Finding a way to top last year's performance won't be easy, but LeapFrog likes its chances. For starters, the company has positioned itself to capitalize on the desire of many parents to boost their kids' reading and math skills at an early age. Some experts argue that such eagerness is ludicrous. "There's no evidence to suggest that every child needs to learn how to read by the age of four," says Catherine Snow, a professor at Harvard's Graduate School of Education. Still, the country's current passion persists for toys that aim to enlighten. While no one at LeapFrog would claim to have anticipated the trend, that old maxim holds true: Good fortune comes to a prepared mind. LeapFrog has readied itself for rapid, unpredictable market changes by operating according to a set of principles that run very much against the industry's conventions.
Consider LeapFrog's heretical views on technology. The company competes in an industry where today's hit toy is more than likely fueled by a computer chip and software. Power Rangers on handhelds, electronic Mr. Potato Heads -- most of these wonders are big on the gee-whiz factor and not much else. LeapFrog has assembled a crack team of software developers and mechanical-engineering veterans, and in the LeapPad, they have developed an ultrasophisticated technology that is easy for kids to use and won't intimidate parents. Unlike the video games and other chip-driven toys that populate the industry, the LeapPad's technology is critical -- but largely invisible. And that's just the way LeapFrog wants it.
"In the long run, kids could care less about technology. Look at all of the flashy gadgets that end up at the bottom of a child's toy chest," says Mike Wood, LeapFrog's president and CEO. "That's a humbling lesson for us. We need technology to deliver a spectacular experience, but the experience itself comes out of the content. Ultimately, the technology is irrelevant."

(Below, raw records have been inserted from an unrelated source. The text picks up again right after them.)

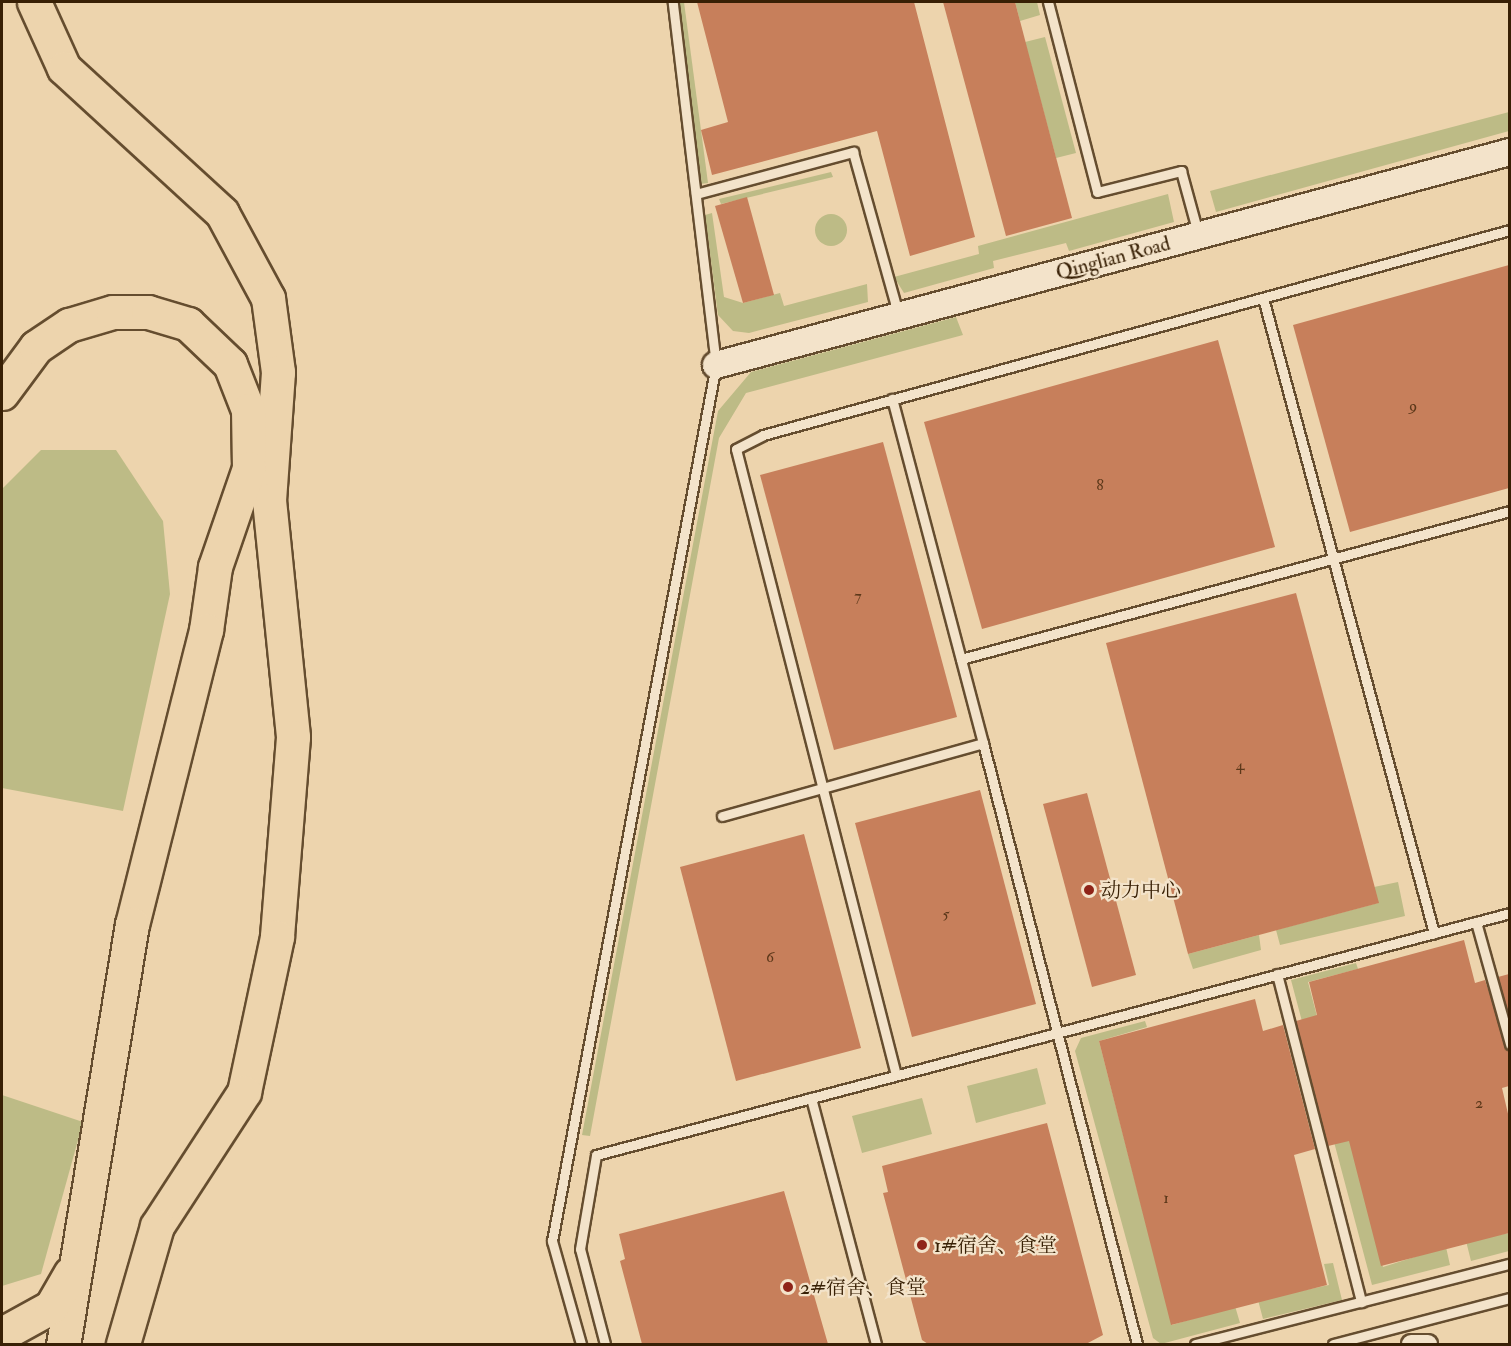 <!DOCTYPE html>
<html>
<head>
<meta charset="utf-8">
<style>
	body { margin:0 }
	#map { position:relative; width:1511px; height:1346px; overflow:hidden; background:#edd4ad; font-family:"IM FELL Double Pica","Noto Serif SC",serif }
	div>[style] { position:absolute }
	.green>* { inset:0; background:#bdbb86 }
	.round { border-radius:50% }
	.building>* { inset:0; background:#c77f5b }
	.roads { filter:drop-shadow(2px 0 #654d2f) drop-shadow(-2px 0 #654d2f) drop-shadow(0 2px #654d2f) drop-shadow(0 -2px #654d2f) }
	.lane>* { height:9px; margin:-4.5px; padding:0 4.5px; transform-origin:4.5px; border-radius:4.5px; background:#f3e3ca }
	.street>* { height:18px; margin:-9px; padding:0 9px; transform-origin:9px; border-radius:9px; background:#f3e3ca }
	.secondary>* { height:26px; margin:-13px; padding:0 13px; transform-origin:13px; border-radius:13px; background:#f3e3ca }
	.highway>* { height:33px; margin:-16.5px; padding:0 16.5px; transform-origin:16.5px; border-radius:16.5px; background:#edd4ad }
	.dots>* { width:16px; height:16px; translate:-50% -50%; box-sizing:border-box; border:3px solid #f3e3ca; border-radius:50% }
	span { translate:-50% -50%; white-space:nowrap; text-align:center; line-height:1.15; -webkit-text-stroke:4.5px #f3e3ca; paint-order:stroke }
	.number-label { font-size:16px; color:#5c381a }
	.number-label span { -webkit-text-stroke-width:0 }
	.street-label { font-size:20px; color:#382005 }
	.poi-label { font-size:20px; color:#382005 }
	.left { translate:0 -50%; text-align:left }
	.frame { position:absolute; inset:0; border:3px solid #382005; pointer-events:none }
</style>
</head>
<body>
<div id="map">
	<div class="green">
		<i style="clip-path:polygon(678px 2px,684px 2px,708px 183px,700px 184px)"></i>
		<i style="clip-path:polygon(1015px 2px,1037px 2px,1040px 15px,1020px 21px)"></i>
		<i style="clip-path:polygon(1045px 37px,1076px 153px,1056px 158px,1025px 42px)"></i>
		<i style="clip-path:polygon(1509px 112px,1509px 131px,1216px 212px,1210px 191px)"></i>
		<i style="clip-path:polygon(831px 172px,833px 177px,721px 204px,719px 199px)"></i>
		<i style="clip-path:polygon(1168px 194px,1174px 222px,1069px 251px,1066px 243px,993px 261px,994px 268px,904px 293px,894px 277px,979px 254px,978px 246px)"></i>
		<i style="clip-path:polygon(712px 213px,724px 297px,743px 303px,780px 293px,784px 306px,867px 284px,868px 302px,749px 333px,733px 331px,718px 315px,705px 215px)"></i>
		<i class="round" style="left:815px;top:214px;width:32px;height:32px"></i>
		<i style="clip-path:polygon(956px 317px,963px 335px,746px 393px,719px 438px,590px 1136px,582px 1135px,718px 411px,751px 372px)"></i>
		<i style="clip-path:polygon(41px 450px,116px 450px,163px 521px,170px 594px,123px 811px,2px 788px,2px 489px)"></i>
		<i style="clip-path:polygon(1398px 882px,1405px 916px,1280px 945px,1276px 930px,1378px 903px,1374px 887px)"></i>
		<i style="clip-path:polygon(1259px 935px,1261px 950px,1193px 969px,1188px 954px)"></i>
		<i style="clip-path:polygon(1356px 963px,1358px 969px,1308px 982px,1383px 1267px,1446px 1247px,1450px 1265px,1372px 1285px,1291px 980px)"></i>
		<i style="clip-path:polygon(1145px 1021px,1147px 1027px,1099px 1041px,1172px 1325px,1235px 1306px,1240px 1323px,1161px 1344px,1153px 1338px,1075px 1051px,1081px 1038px)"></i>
		<i style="clip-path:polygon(1037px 1068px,1046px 1104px,976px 1123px,967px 1086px)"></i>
		<i style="clip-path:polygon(2px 1095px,83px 1122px,41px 1274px,2px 1286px)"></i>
		<i style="clip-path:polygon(922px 1098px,932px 1134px,862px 1153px,852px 1116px)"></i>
		<i style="clip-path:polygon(1509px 1233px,1509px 1251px,1471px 1261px,1466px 1241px)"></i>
		<i style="clip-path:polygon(1333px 1263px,1342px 1300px,1263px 1319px,1258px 1300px,1329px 1285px,1324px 1264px)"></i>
	</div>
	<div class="building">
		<i style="clip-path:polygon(697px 2px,914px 2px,975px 237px,910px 256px,877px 131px,712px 175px,701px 130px,728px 122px)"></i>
		<i style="clip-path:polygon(943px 2px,1015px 2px,1072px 218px,1006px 236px)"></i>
		<i style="clip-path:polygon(747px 197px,774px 295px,743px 303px,715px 206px)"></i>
		<i style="clip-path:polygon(1509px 265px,1509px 488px,1350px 532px,1293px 325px)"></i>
		<i style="clip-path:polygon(1218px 340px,1275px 547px,982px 629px,924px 422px)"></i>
		<i style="clip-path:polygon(883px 442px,957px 717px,834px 750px,760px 475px)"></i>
		<i style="clip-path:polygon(1296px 593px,1379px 903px,1188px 954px,1106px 643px)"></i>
		<i style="clip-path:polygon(980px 790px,1036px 1004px,912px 1037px,855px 823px)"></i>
		<i style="clip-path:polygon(1087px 793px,1136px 975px,1092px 987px,1043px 804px)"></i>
		<i style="clip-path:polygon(804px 834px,861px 1048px,736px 1081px,680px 867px)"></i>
		<i style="clip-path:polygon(1464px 940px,1475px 983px,1485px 980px,1509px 1051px,1509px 1086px,1502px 1088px,1509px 1118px,1509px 1233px,1381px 1266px,1349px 1141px,1328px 1146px,1296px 1021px,1317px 1015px,1309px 982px)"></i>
		<i style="clip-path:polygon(1509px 974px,1509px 1017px,1498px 977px)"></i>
		<i style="clip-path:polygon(1255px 999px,1263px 1031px,1283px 1025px,1315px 1149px,1294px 1155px,1327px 1285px,1171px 1325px,1099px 1041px)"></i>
		<i style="clip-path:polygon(1047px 1123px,1103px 1335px,1086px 1344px,928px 1344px,922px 1340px,883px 1193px,888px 1192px,882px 1166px)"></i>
		<i style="clip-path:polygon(784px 1191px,828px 1344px,642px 1344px,620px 1261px,625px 1259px,619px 1234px)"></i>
	</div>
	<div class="roads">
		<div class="lane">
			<i style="left:1048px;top:2px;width:196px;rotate:75.5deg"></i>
			<i style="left:1097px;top:192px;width:87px;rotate:-14deg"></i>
			<i style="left:1181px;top:171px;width:64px;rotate:74.7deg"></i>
			<i style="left:696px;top:194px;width:163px;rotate:-15deg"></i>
			<i style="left:853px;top:152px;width:167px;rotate:74.4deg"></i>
			<i style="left:1263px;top:298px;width:658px;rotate:74.93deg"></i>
			<i style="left:961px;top:659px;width:569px;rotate:-15.09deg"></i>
			<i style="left:983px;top:743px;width:620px;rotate:75.63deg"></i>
			<i style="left:722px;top:816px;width:271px;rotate:-15.6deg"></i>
			<i style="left:983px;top:743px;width:356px;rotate:-104.8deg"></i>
			<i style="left:1476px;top:922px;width:127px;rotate:74.4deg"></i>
			<i style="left:1277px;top:974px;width:339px;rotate:75.6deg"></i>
			<i style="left:896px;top:1075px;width:646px;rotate:-104.34deg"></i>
			<i style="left:736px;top:449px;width:30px;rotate:-27deg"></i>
			<i style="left:763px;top:435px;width:775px;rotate:-15.35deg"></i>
			<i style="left:811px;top:1098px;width:254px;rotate:75.2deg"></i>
			<i style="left:581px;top:1344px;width:107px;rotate:-105.7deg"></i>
			<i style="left:552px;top:1241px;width:891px;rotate:-79.4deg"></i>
			<i style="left:716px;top:365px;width:366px;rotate:-96.8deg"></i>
			<i style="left:605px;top:1344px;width:98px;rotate:-104.7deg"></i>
			<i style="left:580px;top:1249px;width:95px;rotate:-80.3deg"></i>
			<i style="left:596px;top:1155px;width:945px;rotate:-14.83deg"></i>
			<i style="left:1195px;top:1344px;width:325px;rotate:-14.3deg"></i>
			<i style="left:1333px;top:1344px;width:183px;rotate:-14.6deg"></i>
		</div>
		<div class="street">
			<i style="left:1411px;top:1344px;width:17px"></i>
		</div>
		<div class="secondary">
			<i style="left:716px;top:365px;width:822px;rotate:-15.02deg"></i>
		</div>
		<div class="highway">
			<i style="left:34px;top:2px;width:72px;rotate:65.6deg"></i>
			<i style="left:64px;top:68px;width:214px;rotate:42.5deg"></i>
			<i style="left:222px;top:213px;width:97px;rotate:61.6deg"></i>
			<i style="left:268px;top:298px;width:75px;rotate:82.3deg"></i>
			<i style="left:278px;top:372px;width:128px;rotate:94deg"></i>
			<i style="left:269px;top:500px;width:238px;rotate:84.2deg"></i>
			<i style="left:293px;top:737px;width:201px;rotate:94.6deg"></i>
			<i style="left:277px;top:937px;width:158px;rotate:102deg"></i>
			<i style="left:244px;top:1092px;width:160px;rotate:123deg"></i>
			<i style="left:157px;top:1226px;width:123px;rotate:106.1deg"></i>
			<i style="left:2px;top:393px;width:57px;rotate:-53.5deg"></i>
			<i style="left:36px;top:347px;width:40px;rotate:-34deg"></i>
			<i style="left:69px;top:325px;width:46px;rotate:-16.5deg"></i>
			<i style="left:113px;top:312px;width:35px"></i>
			<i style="left:148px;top:312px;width:42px;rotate:16.7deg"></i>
			<i style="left:188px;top:324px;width:58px;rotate:43.6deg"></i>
			<i style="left:230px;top:364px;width:49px;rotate:68.6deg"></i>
			<i style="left:248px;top:410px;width:58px;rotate:89deg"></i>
			<i style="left:249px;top:468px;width:105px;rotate:109deg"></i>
			<i style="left:215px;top:567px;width:64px;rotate:98.1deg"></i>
			<i style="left:206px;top:630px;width:303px;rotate:104.1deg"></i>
			<i style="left:132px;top:924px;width:426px;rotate:99.3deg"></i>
			<i style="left:2px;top:1334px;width:56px;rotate:-28.9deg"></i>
			<i style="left:51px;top:1307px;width:39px;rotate:-60deg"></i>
		</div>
	</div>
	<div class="dots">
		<i style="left:1089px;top:890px;background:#8f2418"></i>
		<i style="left:922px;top:1245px;background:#8f2418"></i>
		<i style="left:788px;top:1287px;background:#8f2418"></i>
	</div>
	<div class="number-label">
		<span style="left:1413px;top:406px">9</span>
		<span style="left:1100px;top:485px">8</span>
		<span style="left:858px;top:596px">7</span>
		<span style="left:1240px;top:765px">4</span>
		<span style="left:946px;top:914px">5</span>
		<span style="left:770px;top:957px">6</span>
		<span style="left:1479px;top:1103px">2</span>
		<span style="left:1166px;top:1198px">1</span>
	</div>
	<div class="street-label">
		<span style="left:1113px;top:258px;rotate:-15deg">Qinglian Road</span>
	</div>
	<div class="poi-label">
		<span class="left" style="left:1101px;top:890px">动力中心</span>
		<span class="left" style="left:934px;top:1245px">1#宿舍、食堂</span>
		<span class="left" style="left:800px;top:1287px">2#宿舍、食堂</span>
	</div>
	<div class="frame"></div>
</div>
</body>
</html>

Apparently, LeapFrog never got the memo that 1999 is over. The company's headquarters, which occupies a sprawling renovated warehouse in an industrial no-man's-land north of Oakland, crackles with energy. Every square foot of the hangar-sized building is honeycombed with cubicles belonging to some 800 people. (The dearth of available space has forced more than a few LeapFroggers to encamp in the hallways.) LeapFrog's rapid growth has resulted in a hiring blitz that forced the company to move to ever-larger spaces three times in the past three-and-a-half years. The company plans to expand again within the next few months.
Except for an 80-person tech team based in Los Gatos and an international network of satellite sales-and-marketing offices, all of LeapFrog's staffers work under one roof. That's because LeapFrog does everything in-house, from designing product, to mapping out educational components, to developing ASIC chips, to coding software, to producing audio, to writing and illustrating content, to running focus groups, to testing product, to strategizing the marketing plans. Nothing is farmed out to subcontractors. At issue is quality control: LeapFrog believes that it can do a better job if it does the job itself.
There's also the matter of generating a bigger ROI. By the time the chip team is designing its seventh iteration of ASICs or the content team is writing its 200th book, it will have developed an expertise that inevitably bolsters the bottom line. "There's a lot of institutional wisdom that gets passed around when all of us are working in the same space," says Wood. "By collectively yoking people's passion and energy, we raise the art of the possible."
Wearing a denim shirt and a purple tie bedecked with leaping green frogs (of course), Wood has the sparkling blue eyes and impish smile of a man who has not lost touch with his inner kid. LeapFrog's origins date back to Wood's frustrations, some 12 years ago, with trying to help his then-3-year-old son understand that letters represent sounds and that, taken together, sounds become words. At the time, Wood was a lawyer with San Francisco firm Cooley Godward, where he once represented a "talking" greeting-card company. "I was fascinated by this audio chip embedded in their cards that played these little musical messages," he recalls. "And I thought, 'What if I put chips inside a set of squeezable letters, so that when kids touched a certain letter, they would hear its phonetic sound?' "
Wood enlisted Robert Calfee, an emeritus professor at the Stanford School of Education, to help him develop a phonics program for his invention: a tray-sized keyboard with oversized, colorful letters that sound out simple words. Acting on the advice of a toy-industry veteran, Wood convened a focus group of 20 mothers to review a prototype, "because the worst thing in the world is chasing an idea without knowing whether it will work." The verdict: Most of the women loved it, but just 2 out of the 20 said that they would pay more than $50 for it. That was a problem. "I was planning on retailing it for at least $100," Wood laughs. "Great idea, except that nobody's going to buy it."